Roles of Exosomes in the Hematopoietic Stem Cell-Supporting Capacity of Stromal Cells

Hematopoietic stem cells (HSCs) are identified by their ability to self-renew and to differentiate into all blood cell lineages. In vivo, hematopoietic stem/progenitor cells (HSPCs) are in close association with stromal cells that constitute a supportive microenvironment also called niche. Recently, exosomes that are small microvesicles enclosed by a lipid bilayer and enriched in cytoplasmic proteins, mRNAs, microRNAs, have emerged as major communication mediators between cells. However, their implication in the cross-talk between HSCs and stromal cells is still largely unknown. This study aims to assess the existence and the functionality of stromal cell-derived exosomes in the HSPC support.

To address this issue, we used two murine stromal cell lines derived from the fetal liver and with differing capacity to maintain HSPCs ex vivo as revealed by repopulation assay and long-term cultures. AFT024 (AFT) harbors a potent HSPC supporting capacity in vitro whereas BFC012 (BFC) is non supportive. For each cell line, the exosome fractions were isolated from culture supernatant by ultra-centrifugation. Electron microscopy, western blot, and flow cytometry analyses revealed that both AFT and BFC stromal cells secrete exosomes. Interestingly, using PKH67 stained exosomes, we demonstrated that bone marrow Lin^-Sca-1⁺c-kit⁺ (LSK) cells preferentially uptake AFT-derived exosomes. This observation might be related to the different tetraspanin compositions of AFT and BFC derived exosomes as observed by flow cytometry.
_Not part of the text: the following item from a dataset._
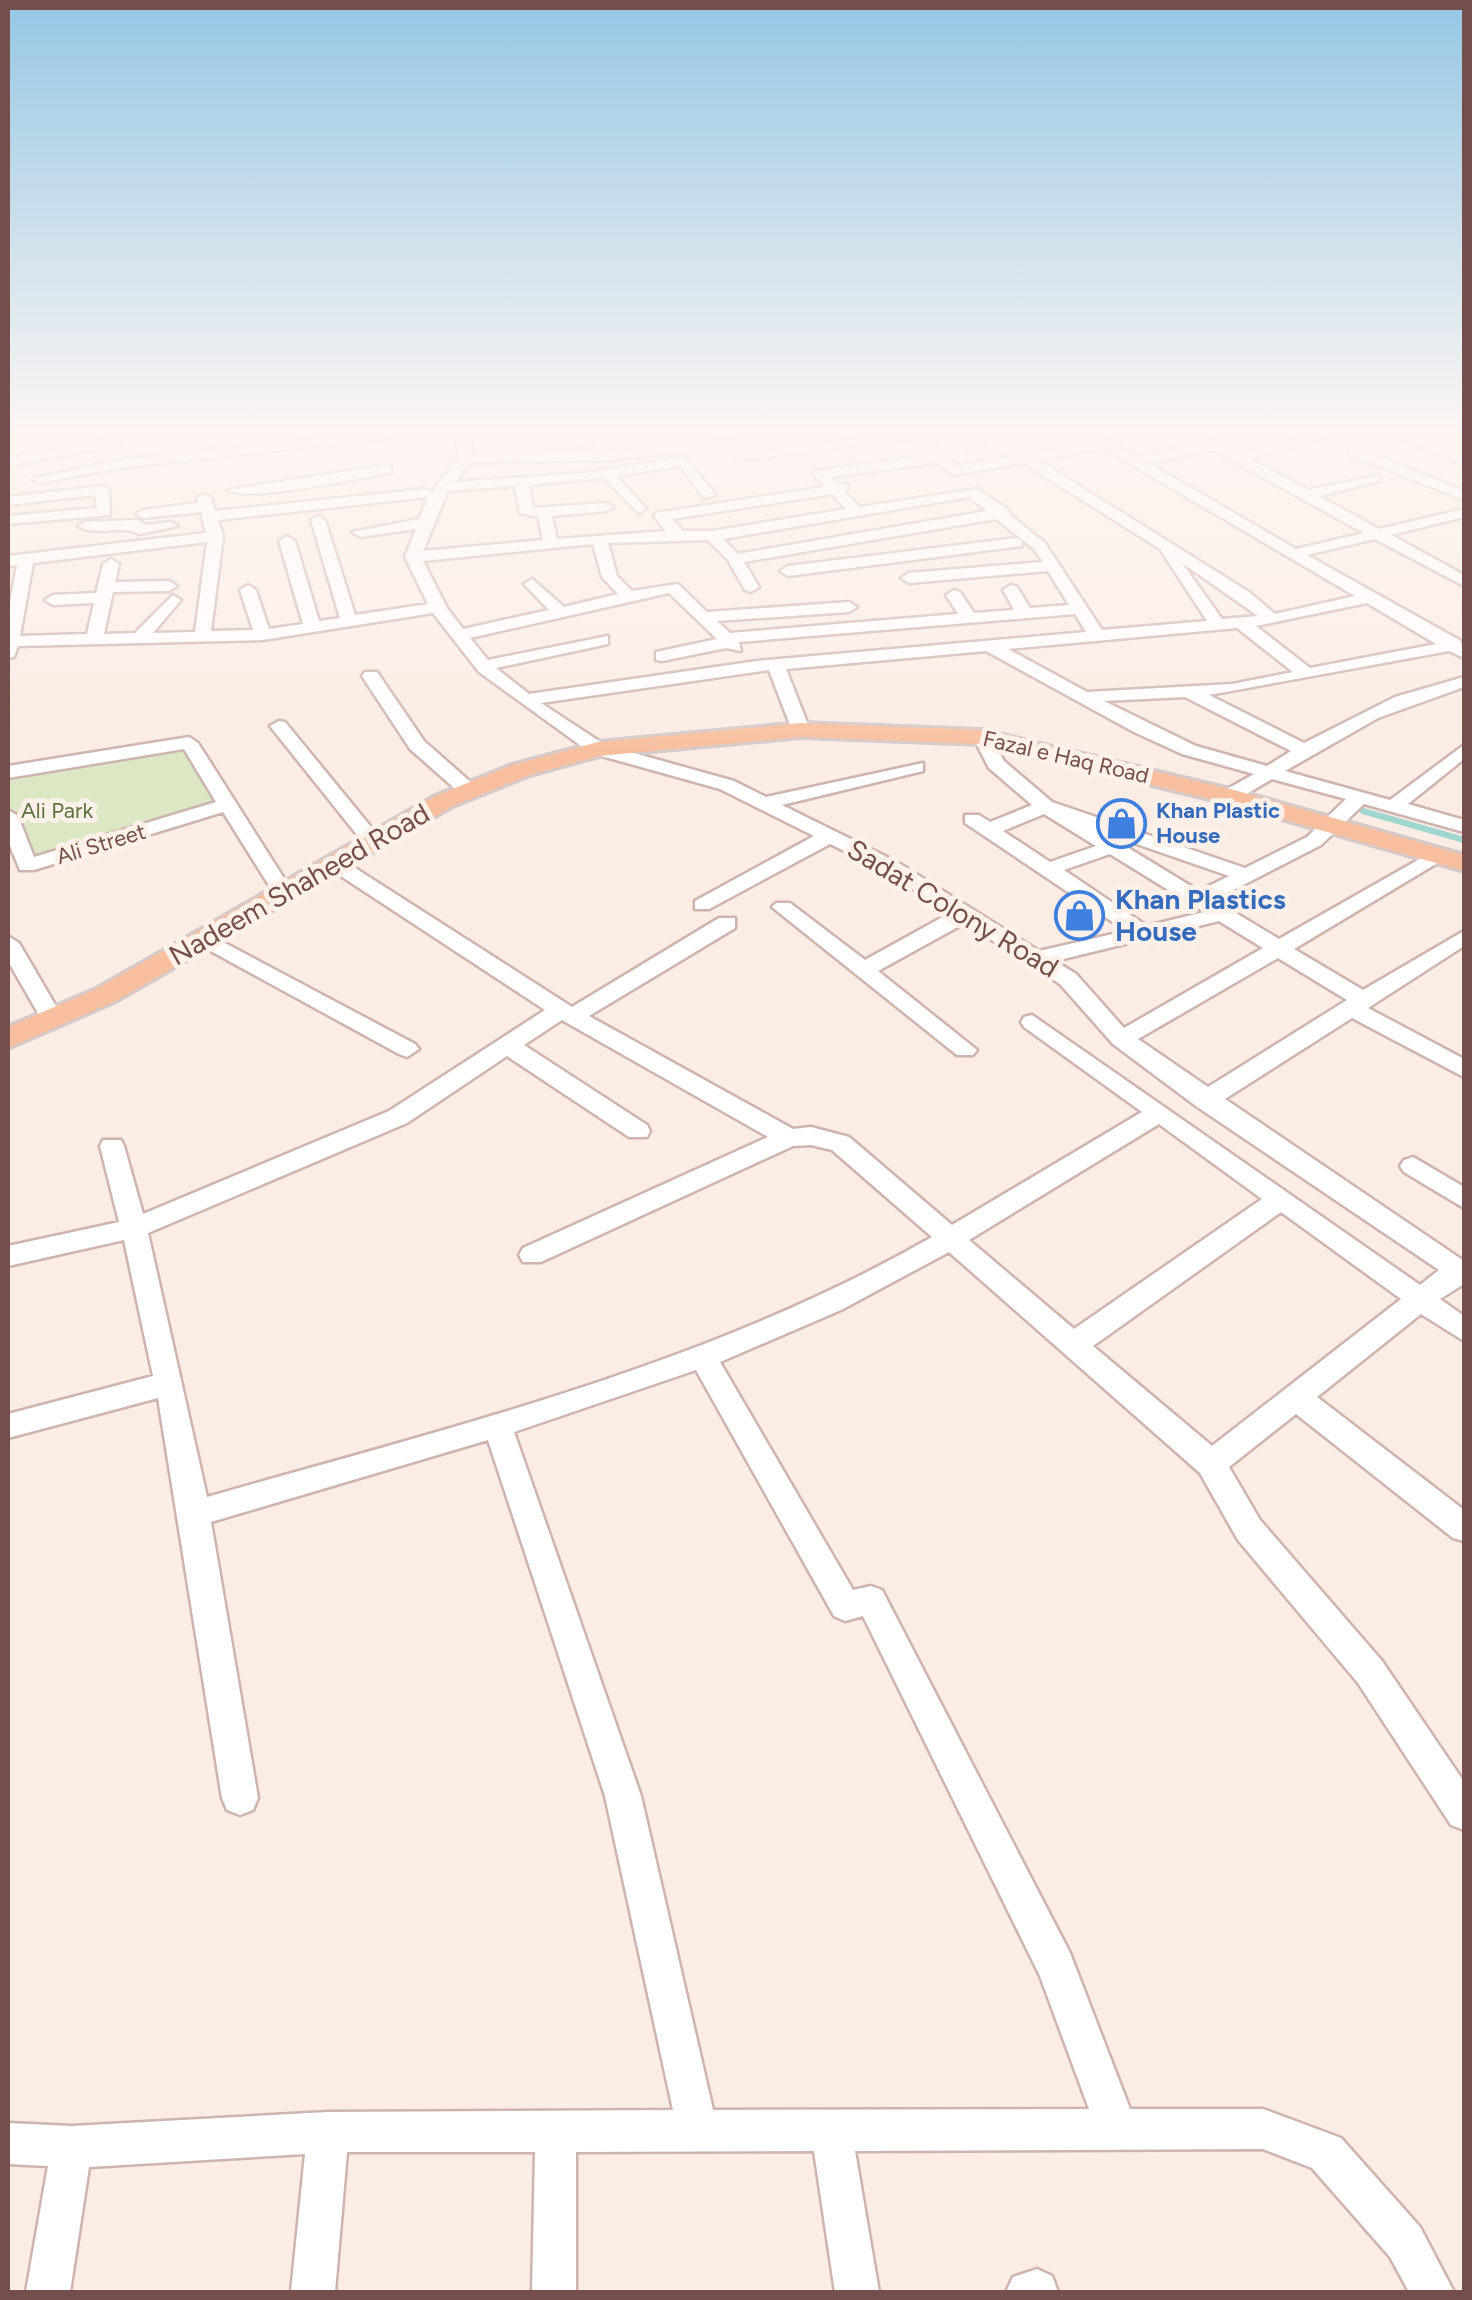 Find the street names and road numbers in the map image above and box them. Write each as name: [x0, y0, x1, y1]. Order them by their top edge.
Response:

We then showed an increase in cell viability and clonogenic potential when LSK cells were exposed to AFT-derived exosomes for 96 hours in cytokine-free medium as compared to controls. Moreover, cultures with AFT-derived exosomes exhibited a 3.5 fold increase in the number of LSK cells as compared to untreated conditions. We then used high-throughput sequencing to explore the molecular signatures of AFT and BFC derived exosomes, as well as their cells of origin. We identified a list of 394 mRNAs and 6 microRNAs specifically expressed in exosomes and correlated to the HSPC support. Gene ontology analysis revealed that the apoptotic regulation, cell survival and proliferation pathways were significantly enriched in the AFT-derived exosomal signature. In addition, we showed the transfer of mRNAs involved in these pathways from the AFT-exosomes to the LSK recipient cells. Together with our observation of a decrease in the LSK apoptotic cells after co-culture with AFT-derived exosomes, these data suggest that exosomes released by AFT cells may protect HSPCs from apoptosis.
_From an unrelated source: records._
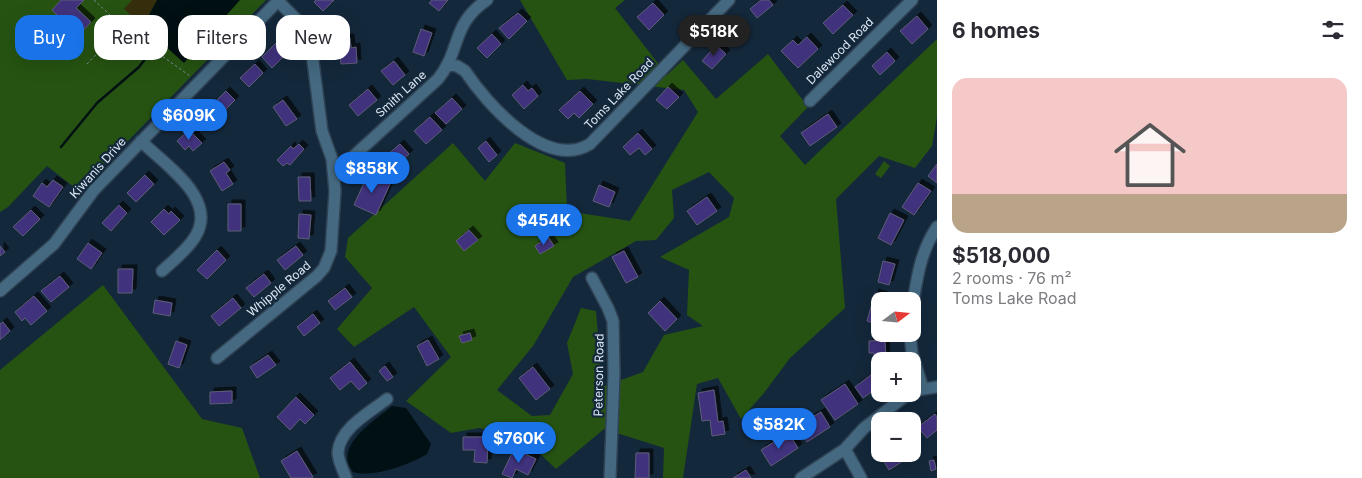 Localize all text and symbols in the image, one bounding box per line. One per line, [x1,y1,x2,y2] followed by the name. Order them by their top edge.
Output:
[803,14,876,87] street label: Dalewood Road
[15,15,84,60] chip: Buy
[94,15,168,60] chip: Rent
[178,15,266,60] chip: Filters
[276,15,350,60] chip: New
[679,15,749,57] pin: $518K
[1319,16,1347,44] icon: filters
[952,18,1040,43] text: 6 homes
[689,21,739,41] text: $518K
[581,55,656,132] street label: Toms Lake Road
[372,67,429,120] street label: Smith Lane
[154,98,224,141] pin: $609K
[162,105,216,125] text: $609K
[1105,110,1195,200] icon: home
[66,134,129,201] street label: Kiwanis Drive
[337,152,407,194] pin: $858K
[345,158,399,178] text: $858K
[509,204,579,246] pin: $454K
[517,210,571,230] text: $454K
[952,243,1050,268] text: $518,000
[244,258,314,320] street label: Whipple Road
[952,268,1072,288] text: 2 rooms · 76 m²
[952,288,1077,308] text: Toms Lake Road
[871,292,921,342] north arrow
[871,292,921,462] map controls
[590,333,607,417] street label: Peterson Road
[871,352,921,402] button: +
[744,408,814,450] pin: $582K
[871,412,921,462] button: −
[753,414,805,434] text: $582K
[484,422,554,464] pin: $760K
[493,428,545,448] text: $760K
Collectively, our results revealed an important role for exosomes in the HSPC supporting capacity of stromal cells. This work provides new insights in our understanding of the molecular and cellular mechanisms involved in the cross-talk between HSPCs and their niches. It may also have interesting applications in regenerative medicine, regarding the ex vivo manipulation of HSCs in stromal-free conditions for cell therapy.